▶ Aim of the exercise:
Which lines of the records below contain the word "canvas"? Report each of them in full.

[Data items]
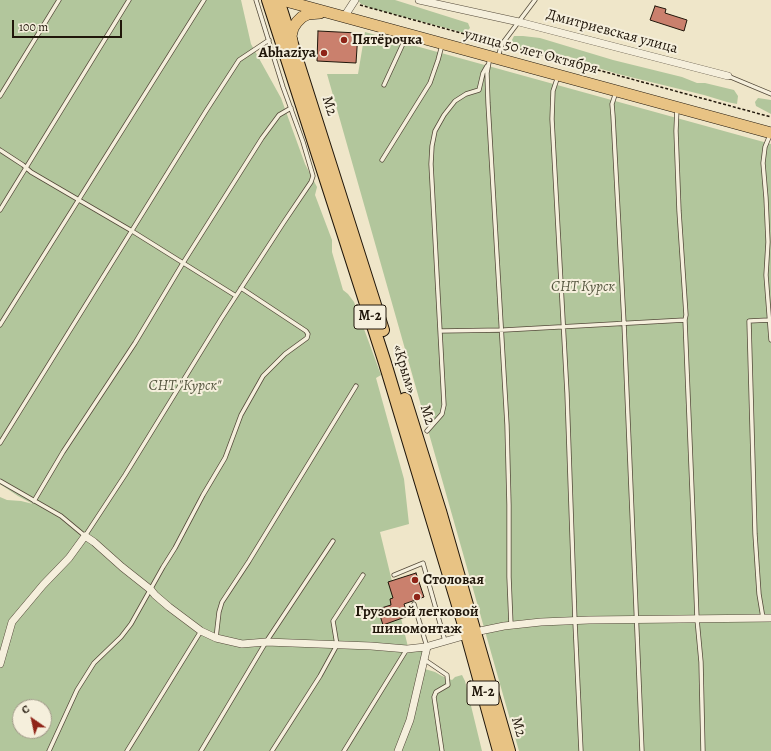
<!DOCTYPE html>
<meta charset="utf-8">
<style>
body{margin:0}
#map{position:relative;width:771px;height:751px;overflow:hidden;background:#efe6c9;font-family:Alegreya,serif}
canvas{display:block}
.north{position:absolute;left:12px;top:699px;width:40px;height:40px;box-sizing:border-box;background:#f5efdc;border:1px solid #a09888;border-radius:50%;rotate:326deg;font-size:11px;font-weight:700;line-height:16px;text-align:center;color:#20160a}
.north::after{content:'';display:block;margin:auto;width:14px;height:18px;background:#8f2418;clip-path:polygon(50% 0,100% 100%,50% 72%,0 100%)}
.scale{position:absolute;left:12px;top:20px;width:110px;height:18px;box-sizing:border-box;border:2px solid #20160a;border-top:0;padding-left:5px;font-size:12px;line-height:14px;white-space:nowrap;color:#20160a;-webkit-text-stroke:3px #f5efdc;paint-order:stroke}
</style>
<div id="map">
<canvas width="771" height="751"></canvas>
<div class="north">С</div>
<div class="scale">100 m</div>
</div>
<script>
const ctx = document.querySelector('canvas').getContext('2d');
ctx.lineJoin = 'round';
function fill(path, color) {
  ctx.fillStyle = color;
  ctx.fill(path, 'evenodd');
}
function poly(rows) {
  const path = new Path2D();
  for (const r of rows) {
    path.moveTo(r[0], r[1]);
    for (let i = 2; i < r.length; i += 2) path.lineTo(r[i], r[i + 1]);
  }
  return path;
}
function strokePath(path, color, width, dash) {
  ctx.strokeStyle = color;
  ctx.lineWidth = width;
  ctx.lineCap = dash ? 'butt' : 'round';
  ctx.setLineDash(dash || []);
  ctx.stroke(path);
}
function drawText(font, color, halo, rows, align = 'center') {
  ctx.font = font + ' Alegreya,serif';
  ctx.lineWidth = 4;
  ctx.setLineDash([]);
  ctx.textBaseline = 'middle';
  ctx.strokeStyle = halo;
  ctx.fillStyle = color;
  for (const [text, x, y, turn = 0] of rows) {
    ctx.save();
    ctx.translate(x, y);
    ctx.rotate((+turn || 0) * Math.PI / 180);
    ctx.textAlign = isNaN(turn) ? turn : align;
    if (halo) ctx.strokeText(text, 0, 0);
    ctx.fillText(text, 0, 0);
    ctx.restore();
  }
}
const green = poly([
 [0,0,241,0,251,44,281,98,305,164,317,187,315,195,332,240,332,252,343,290,348,294,354,302,381,375,376,378,404,479,409,524,380,532,409,651,424,651,425,669,435,672,442,676,452,680,455,677,462,675,465,681,482,751,0,751,0,497,7,500,21,501,33,504,18,496,0,484],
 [20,707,44,707,44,731,20,731],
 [358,0,395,0,468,23,470,28,465,33,374,9,361,4],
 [365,32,771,144,771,751,519,751,327,74,358,74],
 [514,36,523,36,540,38,613,60,682,77,697,83,705,83,734,90,738,96,737,104,727,102,704,95,618,74,585,64,568,56,559,57,515,46,511,43,512,40],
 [758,98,771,100,771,114,756,106,755,102]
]);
const building = poly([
 [655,6,666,9,665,13,687,20,684,31,650,20,655,6],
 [318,31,358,33,356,63,317,61,318,31],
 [416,573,424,597,404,604,408,616,383,625,378,609,391,605,390,599,393,598,388,582,416,573]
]);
const path = poly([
 [360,5,497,43],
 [506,45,771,117]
]);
const lane = poly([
 [490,57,487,73,488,103,507,425,509,505,509,577,511,625],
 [498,57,502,44,535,0],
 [558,76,553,91,552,119,567,393,575,622,581,751],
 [728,76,771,94],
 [384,85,407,35],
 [616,92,612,104,613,116,624,323,642,751],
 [0,96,59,0],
 [677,108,676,131,679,211,686,315,685,320,693,515,697,619,701,662,703,751],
 [770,135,765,147,763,163,766,198,768,242,766,275,771,340],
 [0,150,23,165,31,172,132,231,236,296],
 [382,160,430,83,438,60,442,45],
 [0,210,129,0],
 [0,325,204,0],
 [440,331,504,330,685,320],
 [427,431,442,414,444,405,431,164,432,146,435,131,444,115,455,101,466,94,479,90,483,73,487,66],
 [0,443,206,111,239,60,269,40],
 [0,481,61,516,85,536,125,475,221,319,284,222,311,182,313,176,303,142,283,87,256,0],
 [34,501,63,452,135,343,183,263,262,138,279,115,291,108],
 [394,575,423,563,445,641],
 [414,604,427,647],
 [763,618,759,594,755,534,749,321,769,320],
 [216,638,219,612,222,602,249,561,356,386],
 [425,660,447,675,448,685,436,692,434,697,442,751],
 [49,751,77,690,94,663,121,637,131,624,163,567,175,548,203,495,225,458,241,415,263,376,285,354,307,338,308,334,306,331,241,288],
 [127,751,201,631],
 [201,751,266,642,333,541],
 [272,751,320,676,337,645,333,621,363,575],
 [344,751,407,649]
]);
const street = poly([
 [419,0,519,22,728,76],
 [344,17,355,0],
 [475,632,504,626,541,622,589,620,771,618],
 [0,664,12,622,43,585,69,558,85,536,94,542,122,567,151,590,155,595,169,607,201,631,216,638,242,644,266,642,371,646,407,649,425,647,467,635],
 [398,751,410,720,427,647]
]);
const primary = poly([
 [282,0,771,133],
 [292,41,291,36,293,28,297,22,302,17,308,14,320,13]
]);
const highway = poly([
 [268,0,385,363,467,635,499,751],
 [278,0,383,330],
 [405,399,440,511,509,751]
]);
const markers = [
 [344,40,4,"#8f2418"],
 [324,53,4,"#8f2418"],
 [415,580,4,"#8f2418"],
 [417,597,4,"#8f2418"]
];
const shields = [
 [370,317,32],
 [483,693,32]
];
const shieldNames = [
 ["М-2",370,317],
 ["М-2",483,693]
];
const streetNames = [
 ["Дмитриевская улица",612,32,15],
 ["улица 50 лет Октября",531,52,15],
 ["М2",329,106,72],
 ["«Крым»",404,369,73],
 ["М2",427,415,73],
 ["М2",518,727,74]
];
const poiNames = [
 ["Пятёрочка",352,40],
 ["Abhaziya",316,53,"right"],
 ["Столовая",423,580],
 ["Грузовой легковой",417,612,"center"],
 ["шиномонтаж",417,629,"center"]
];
const parkNames = [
 ["СНТ Курск",583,287],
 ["СНТ \"Курск\"",185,386]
];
fill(green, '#b2c69c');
fill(building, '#ca806d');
strokePath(building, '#20160a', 1);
strokePath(lane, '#544a3a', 5);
strokePath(street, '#544a3a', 8);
strokePath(primary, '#20160a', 12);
strokePath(highway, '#20160a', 14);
strokePath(path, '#20160a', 1.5, [3, 2]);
strokePath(lane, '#f5efdc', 3.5);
strokePath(street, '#f5efdc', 7);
strokePath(primary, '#e8c384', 11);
strokePath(highway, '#e8c384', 12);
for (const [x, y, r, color] of markers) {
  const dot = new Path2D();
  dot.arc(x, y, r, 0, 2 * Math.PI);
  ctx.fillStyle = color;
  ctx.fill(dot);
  strokePath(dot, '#f5efdc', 1.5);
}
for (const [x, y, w] of shields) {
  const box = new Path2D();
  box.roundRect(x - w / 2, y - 12, w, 24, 3);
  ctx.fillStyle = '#f5efdc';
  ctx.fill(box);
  strokePath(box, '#20160a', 1);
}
drawText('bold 14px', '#20160a', null, shieldNames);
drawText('15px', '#20160a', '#f5efdc', streetNames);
drawText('bold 15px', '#20160a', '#f5efdc', poiNames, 'left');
drawText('italic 15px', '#53543d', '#f5efdc', parkNames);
</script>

▶ Answer section:
canvas{display:block}
<canvas width="771" height="751"></canvas>
const ctx = document.querySelector('canvas').getContext('2d');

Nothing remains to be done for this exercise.